A prize in every box
Nothing gets by me.
The Sports Illustrated Swimsuit issue is on the news stands.
My eyes are always open.
What's it been out, a month already? How have I overlooked it? Women wearing next to nothing and less than next to nothing, not something you see everyday gracing the shelves and racks of America's finer conveninece stores and supermarket checkout lanes, is it?
Since I used up a whole lot of pixels---lots and lots of pixels---writing about naked actresses, I suppose I should light up a few more writing about nearly naked swimsuit models, especially since I was scolded because I did not "get it" the first time around. I was particularly insensitive on the subject of body doubles who I thought were professional models well-paid for stepping in to bare their god and goddess-like physiques to save actors and actresses the embarrassment of exposing their less well-designed forms on camera. Apparently, however, as a class body doubles are captives and slaves of the patriarchy, ranking down there with migrant workers and au pairs on the exploited tools of capitalism meter.
And I foolishly thought that my friends, all those intelligent, talented, ambitious, feminist young women who wanted to be actresses and had made the decision that getting naked on stage or for the camera didn't bother them, knew what they were doing.
So I probably should try to make amends by expressing my disgust at how the bodies of a group of swimsuit models are being cheaply used to sell a magazine that's supposed to be about things like baseball and track and field and how, since the grown-ups who read SI can see all the naked girls they want on the internet or Pay per View, the main audience for the swimsuit issue is younger teenage boys (and girls) who, thinking they're getting a sneak peak at the joys waiting for them when their skin clears up, are being indoctrinated with the idea that a woman's place is naked on a beach posed in a position that makes her readily available sexually to the first alpha male (or female) who comes along to claim her.
Re-read that paragraph, please, because it was the first sincere paragraph in this post.
There are times when I can work up a righteous rage at the way advertisers turn young bodies into nothing but bait to lure suckers to read and watch ads in the hope of instilling a Pavlovian syllogism into consumers: See tits, buy stuff.
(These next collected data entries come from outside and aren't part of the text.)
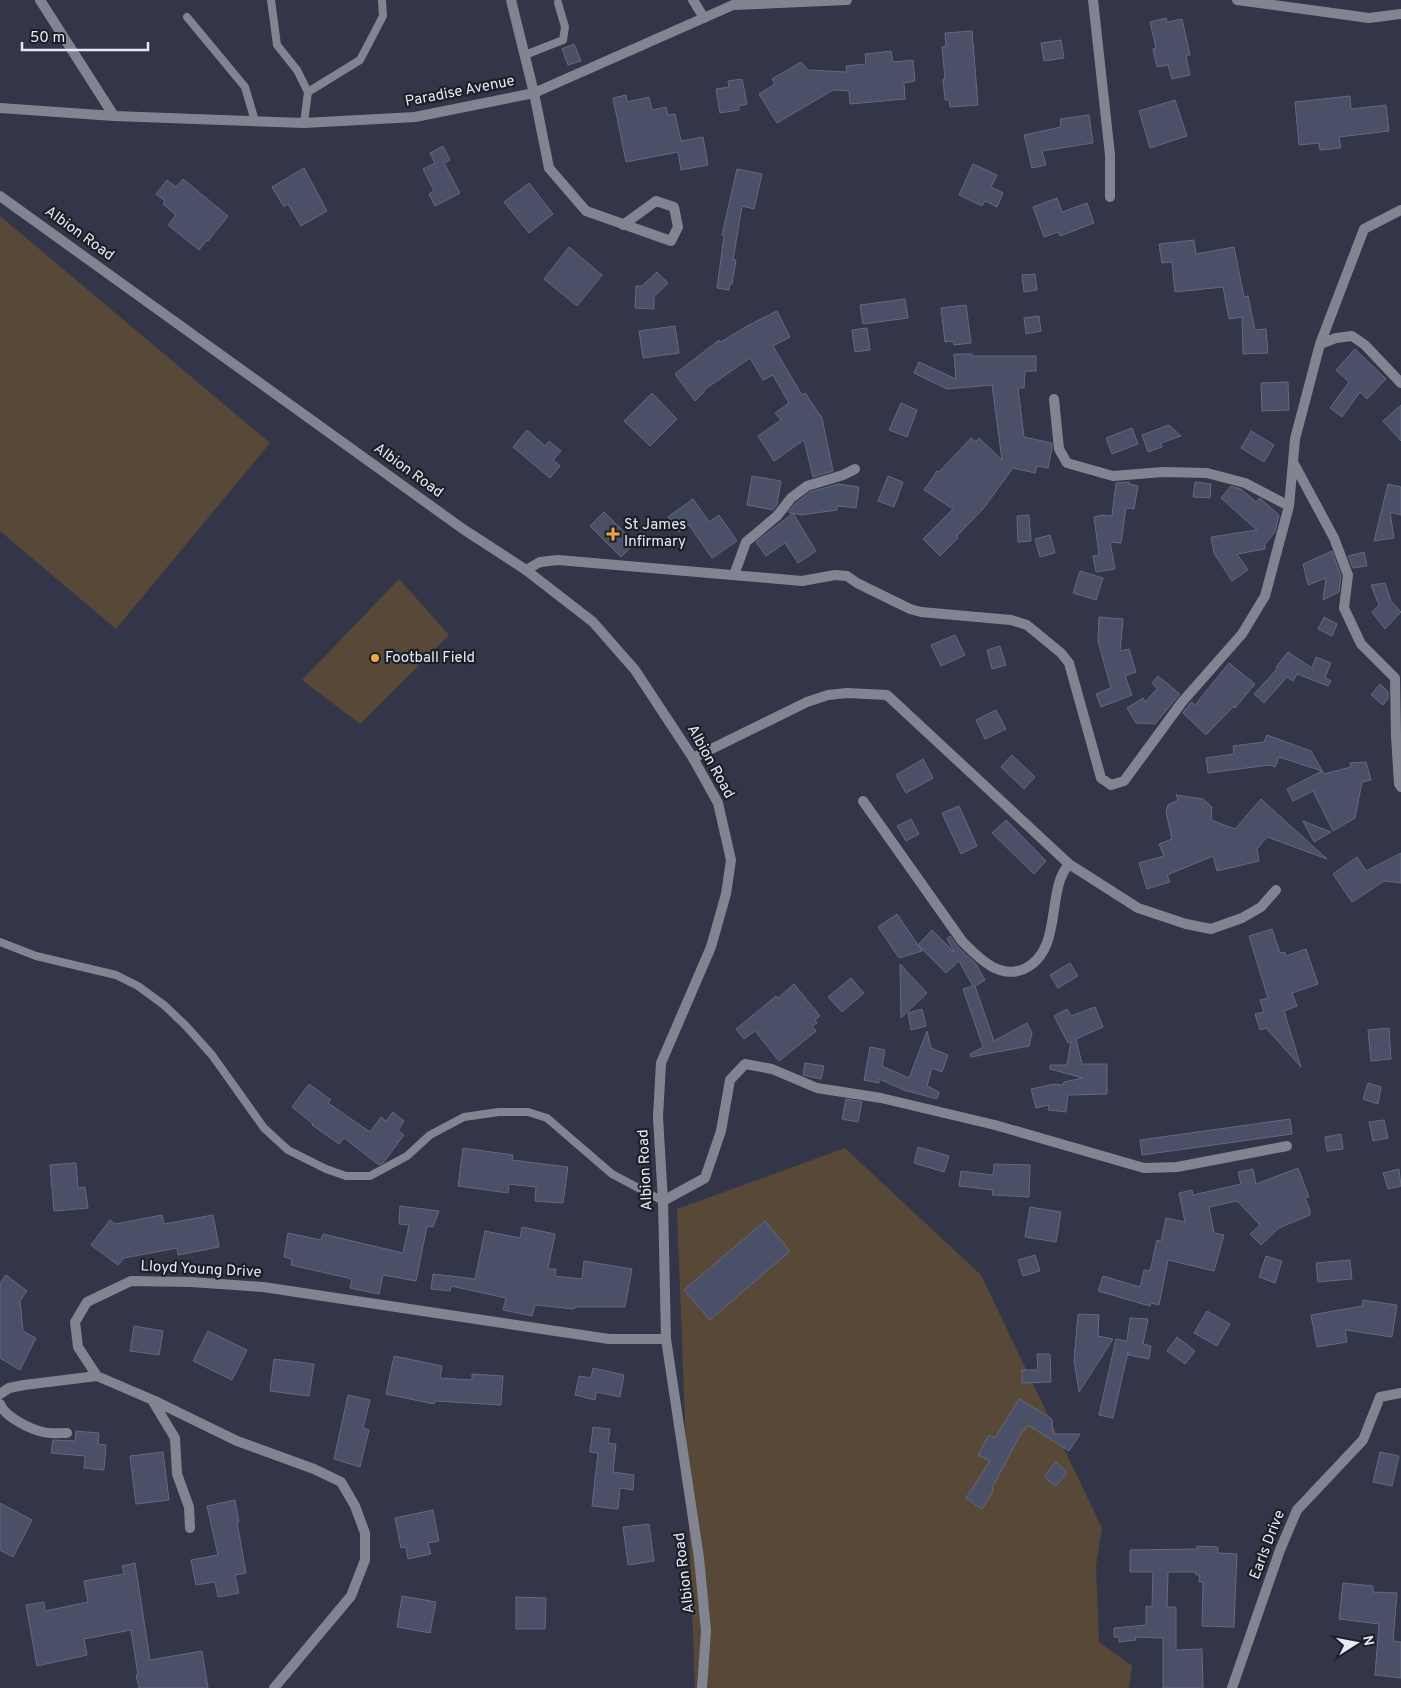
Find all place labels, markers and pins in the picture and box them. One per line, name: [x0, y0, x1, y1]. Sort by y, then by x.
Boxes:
place label: St James Infirmary: [624, 516, 686, 552]
marker: St James Infirmary: [606, 527, 620, 541]
place label: Football Field: [385, 649, 475, 668]
marker: Football Field: [369, 652, 381, 664]

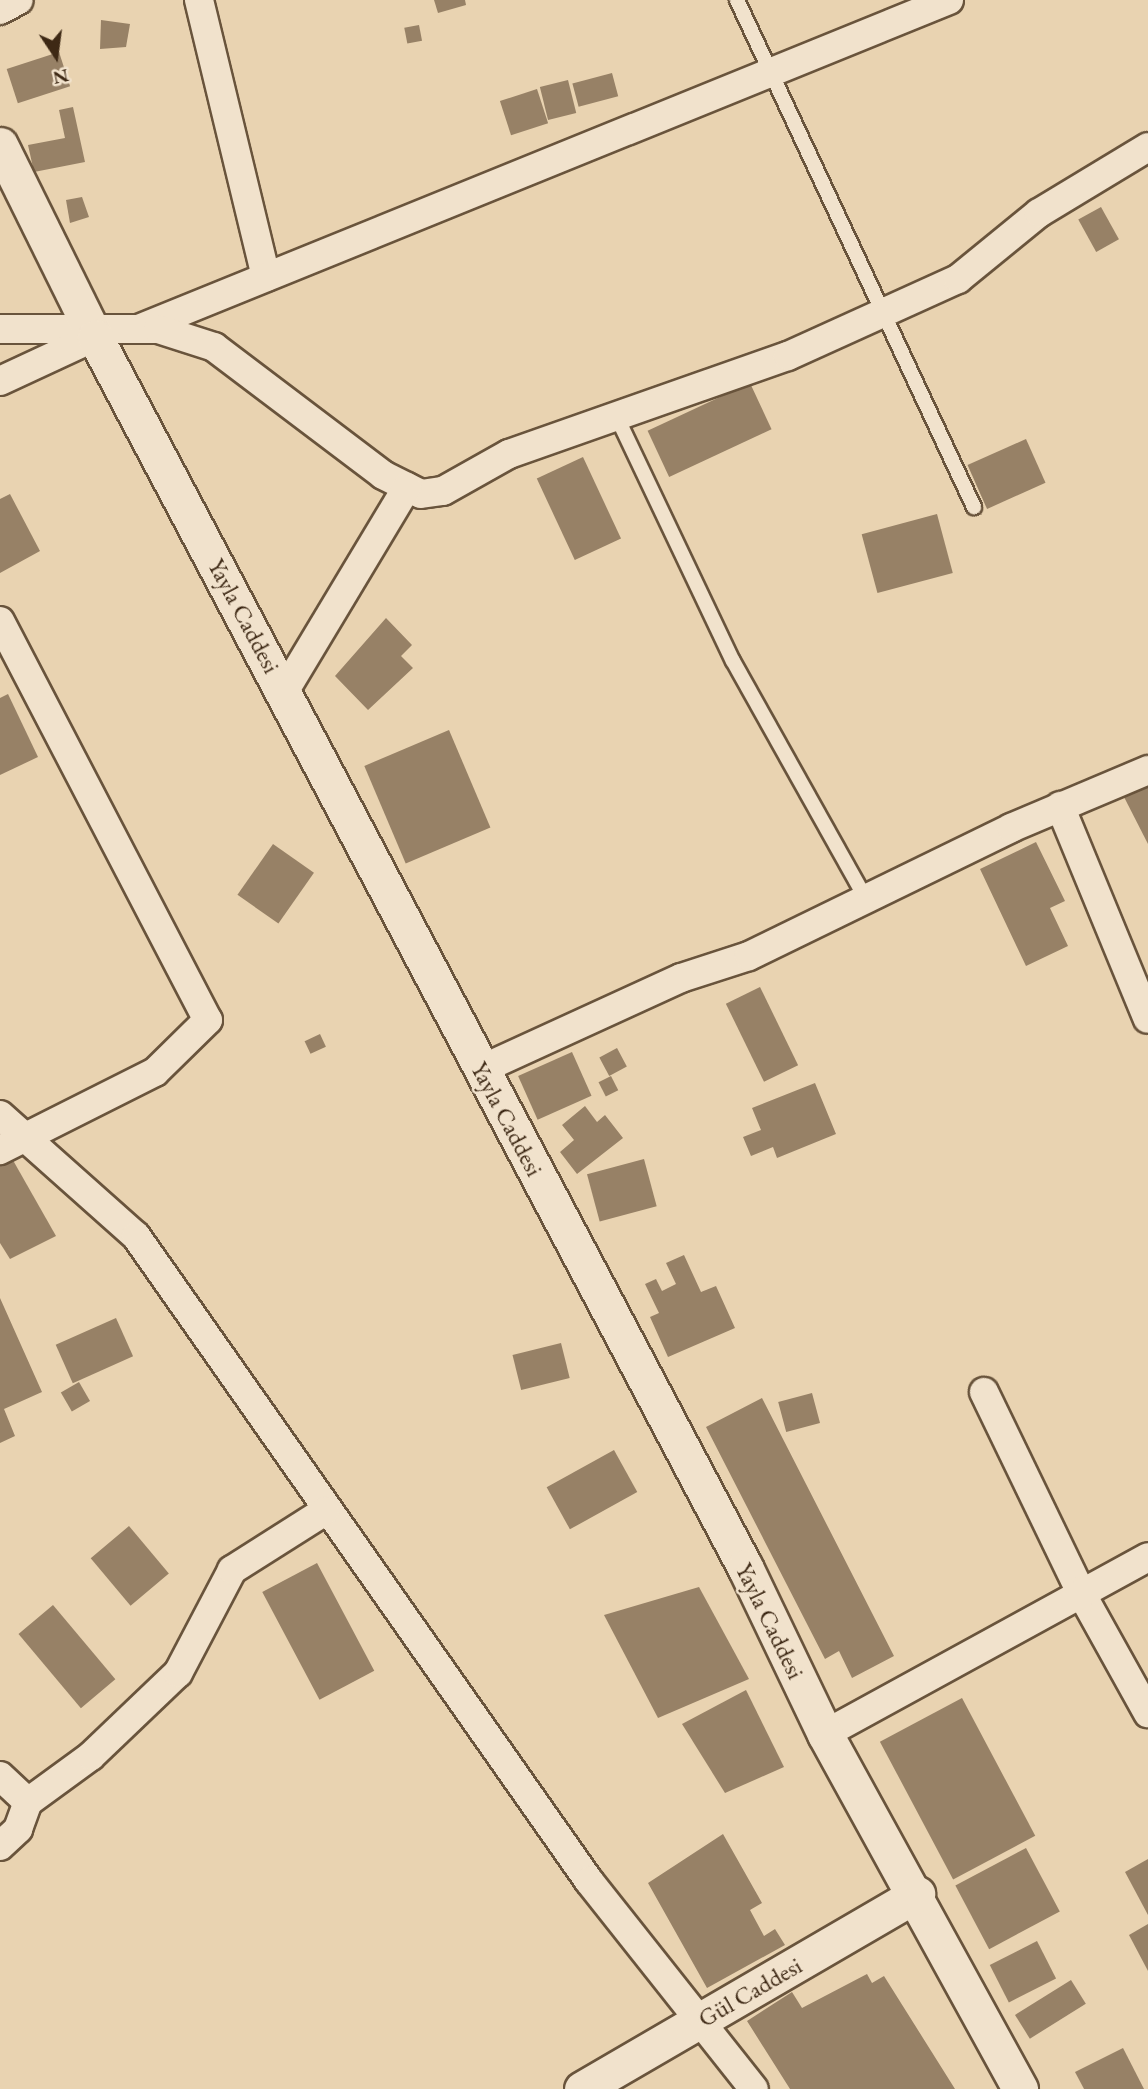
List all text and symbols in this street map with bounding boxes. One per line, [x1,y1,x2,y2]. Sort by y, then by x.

Buy stuff, get laid.
Most of those young bodies belong to females, most of whom these days are barely more than girls and most of the rest are still girls, many of them minors. Even if the general crassness, cynicism, and prurience of it all didn't bug me, I would still be bothered by the ideal of female sexuality spiraling downward into the territory of jailbait.
Then there's the stupidity of it all, mostly represented in beer commercials that show nearly naked babes throwing themselves at fully clothed, overweight, ugly men of obviously less than genius level IQs who've done nothing more to deserve their attentions than making the right choice of brews to guzzle.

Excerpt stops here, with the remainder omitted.